Articles: Blogs

The News of the World could easily have been saved

Media - 8th July 2011
The News of the World could easily have been saved

Regardless of whether the News of the World is your sort of newspaper, until recent days it has been a highly valuable asset. Add together the paper’s 168-year history, its track record of breaking major stories (particularly through investigative journalism) and its huge success in attracting major advertisers, and you have a something that was surely worth preserving. (Perhaps the most striking fact about the News of the World is that it had a greater number of ABC1 readers than that other Murdoch title, The Sunday Times.) News International’s decision to axe the paper rather than take the steps necessary to redeem it has caught the world on the hop; this was surely part of the Murdoch family’s motivation – the masters of newsprint have indeed, if temporarily, reset the news agenda. However, as a case study in crisis management, the decision seems a disaster.

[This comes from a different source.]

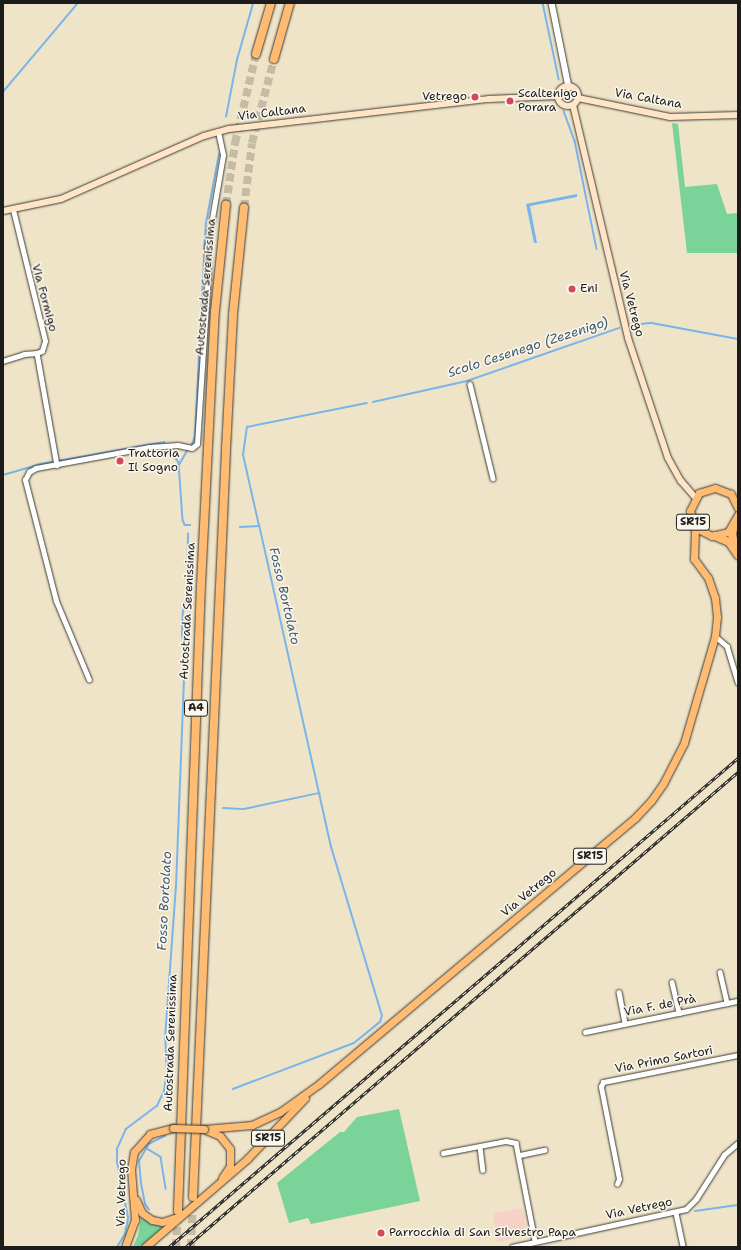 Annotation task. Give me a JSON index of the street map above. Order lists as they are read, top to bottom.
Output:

Killing off a major brand should be absolutely the last resort in a crisis situation. How could it not be, when so much capital has been invested in creating brand equity? Only if a brand is revealed as rotten from top to bottom should such action be contemplated. On all the available evidence, this was not the case with the News of the World. Only a handful of people still associated with the title – ironically, those still in lucrative employment – seem to have had direct involvement with, or to have held responsibility during, the exposed period of phone hacking. News Corporation shareholders will surely be wondering why these people have not been sacrificed, rather than the altogether more valuable News of the World asset of which they are part owners.

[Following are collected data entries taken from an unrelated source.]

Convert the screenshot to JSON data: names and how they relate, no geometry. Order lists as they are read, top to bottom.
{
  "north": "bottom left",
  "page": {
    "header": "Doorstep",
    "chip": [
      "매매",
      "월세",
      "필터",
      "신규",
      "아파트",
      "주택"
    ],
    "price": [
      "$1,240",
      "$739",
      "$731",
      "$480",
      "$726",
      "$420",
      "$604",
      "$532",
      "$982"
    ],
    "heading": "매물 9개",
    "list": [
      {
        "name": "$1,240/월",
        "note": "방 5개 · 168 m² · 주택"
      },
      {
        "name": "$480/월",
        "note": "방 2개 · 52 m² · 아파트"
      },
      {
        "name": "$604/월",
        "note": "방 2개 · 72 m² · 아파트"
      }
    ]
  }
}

Brand redemption is a well-trodden path (ask BP, Toyota, Sony and Perrier), and one that would surely have been available to the News of the World. The starting point has to be contrition and a sincere wish to put right past misdeeds. A necessary component is, typically, change at the top. However, the seeming determination of the Murdoch family to shield those closest to its heart appears to bar this course of action. Killing off the paper is News International/News Corporation’s alternative strategy.

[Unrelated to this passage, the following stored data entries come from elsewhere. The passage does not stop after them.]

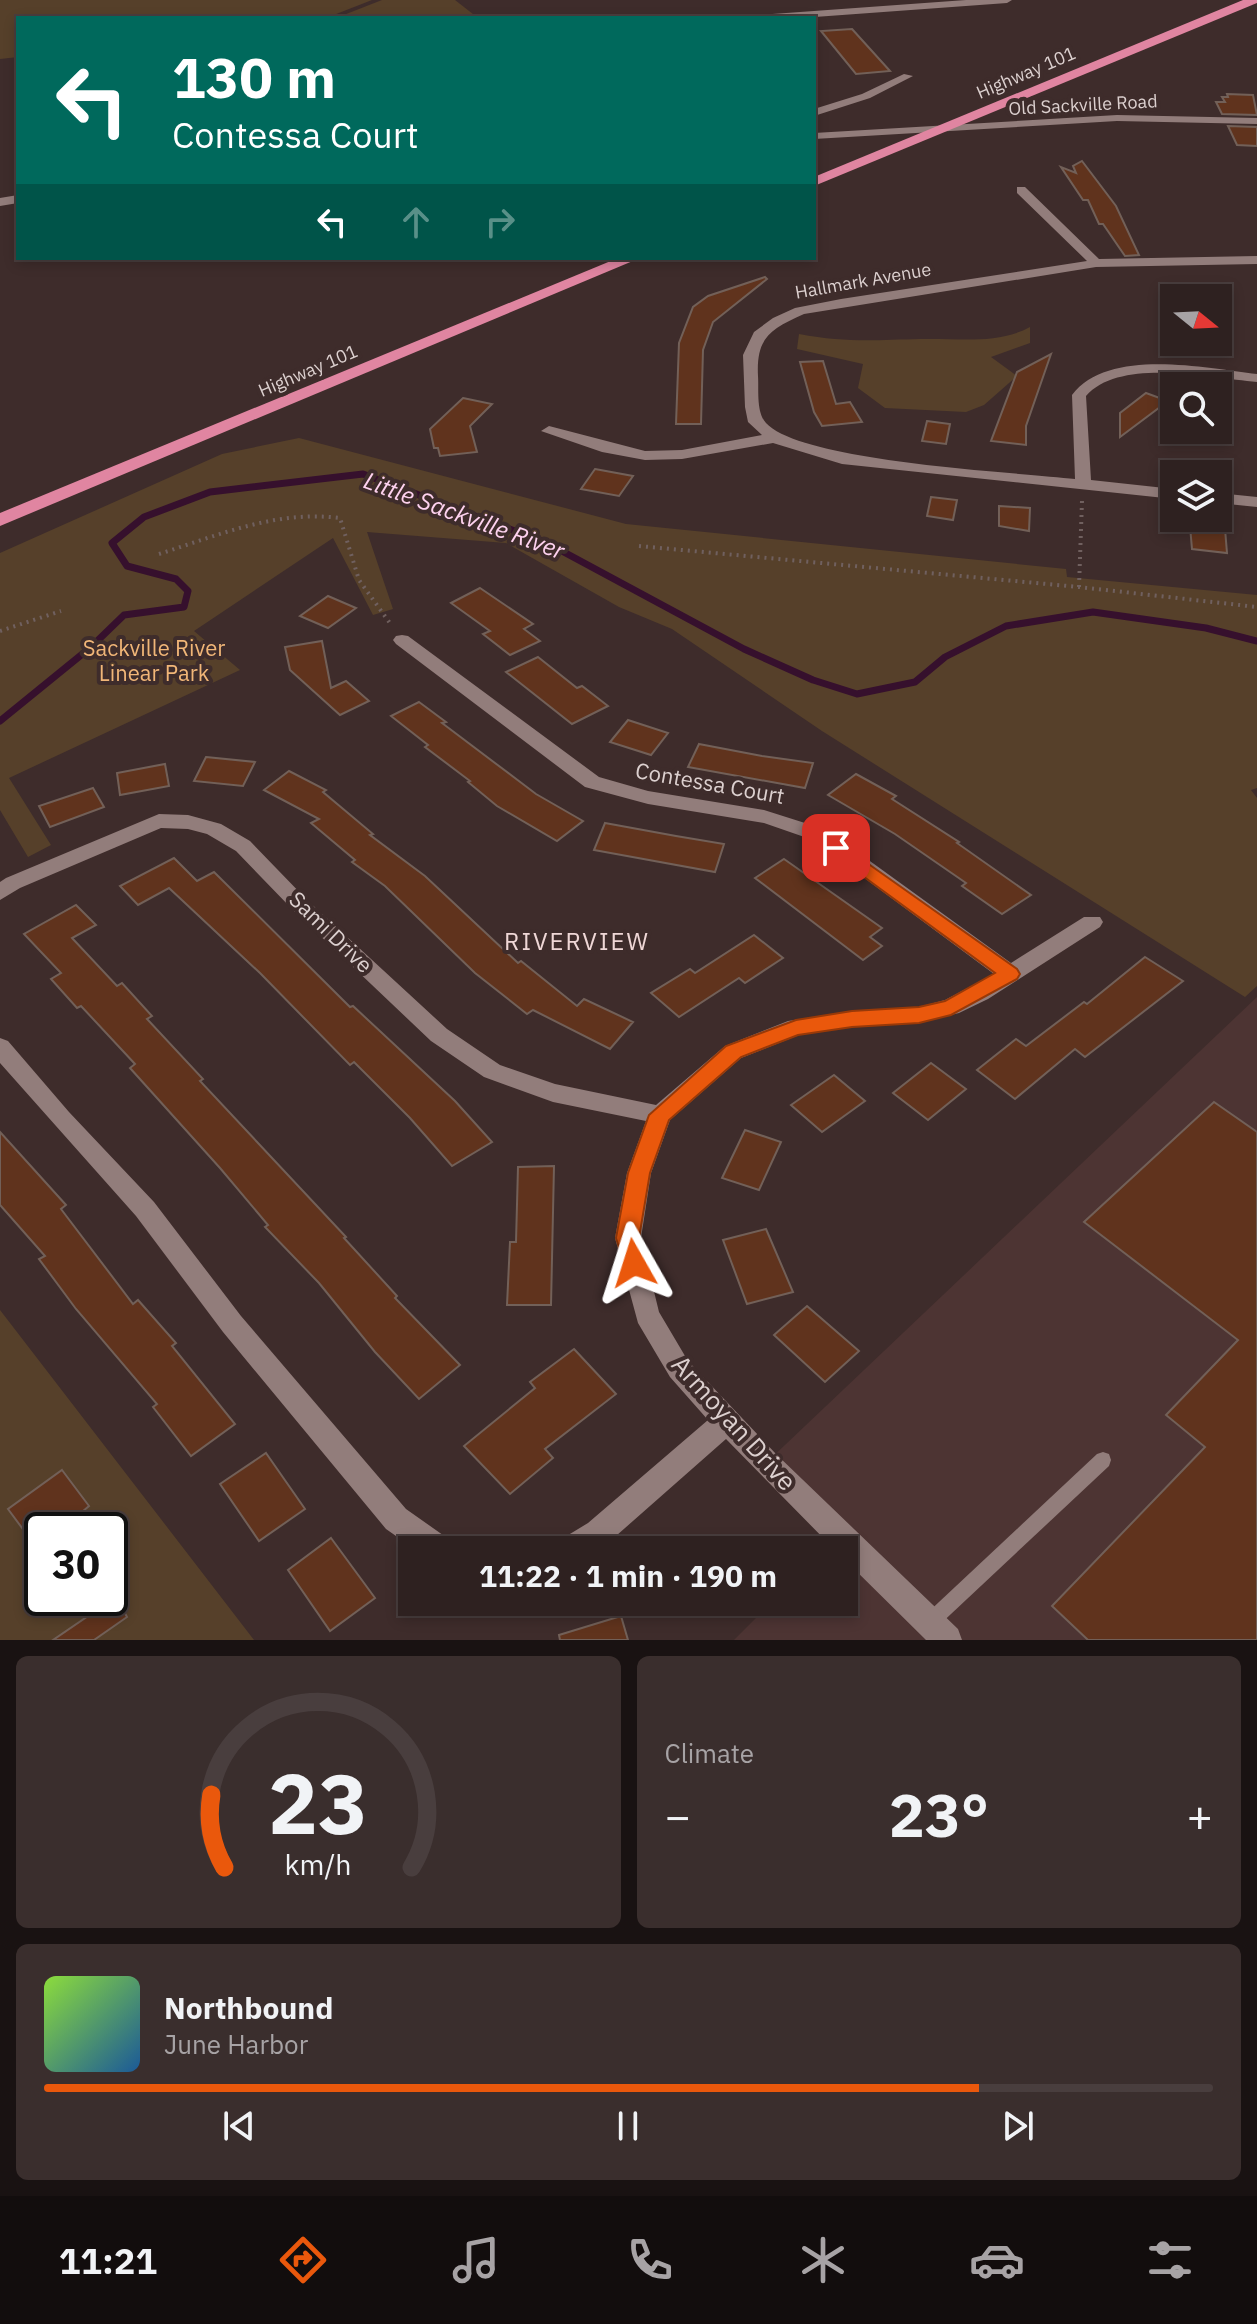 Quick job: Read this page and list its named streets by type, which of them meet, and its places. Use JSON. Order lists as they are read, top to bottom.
{
  "streets": {
    "highway": ["Highway 101"],
    "street": [
      "Old Sackville Road",
      "Hallmark Avenue",
      "Contessa Court",
      "Sami Drive",
      "Armoyan Drive"
    ]
  },
  "crossings": [
    ["Contessa Court", "Armoyan Drive"],
    ["Sami Drive", "Armoyan Drive"]
  ],
  "districts": ["RIVERVIEW"],
  "water": ["Little Sackville River"],
  "parks": ["Sackville River Linear Park"],
  "north": "right",
  "page": {
    "turn": ["130 m", "Contessa Court"],
    "limit": "30",
    "trip": "11:22 · 1 min · 190 m",
    "tile": "Climate",
    "heat": ["−", "23°", "+"],
    "song": ["Northbound", "June Harbor"],
    "tabs": "11:21",
    "gauge": ["23", "km/h"]
  }
}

It is hard to conceive of any other major organisation that would pursue and defend this decision as being in the best interests of shareholders. As some commentators have already suggested, the episode perhaps marks the point at which Rupert Murdoch’s era of invincibility came to an end. In a period of rising shareholder activism, it seems highly likely that a day of reckoning awaits the News Corporation board, perhaps at the company’s next annual general meeting.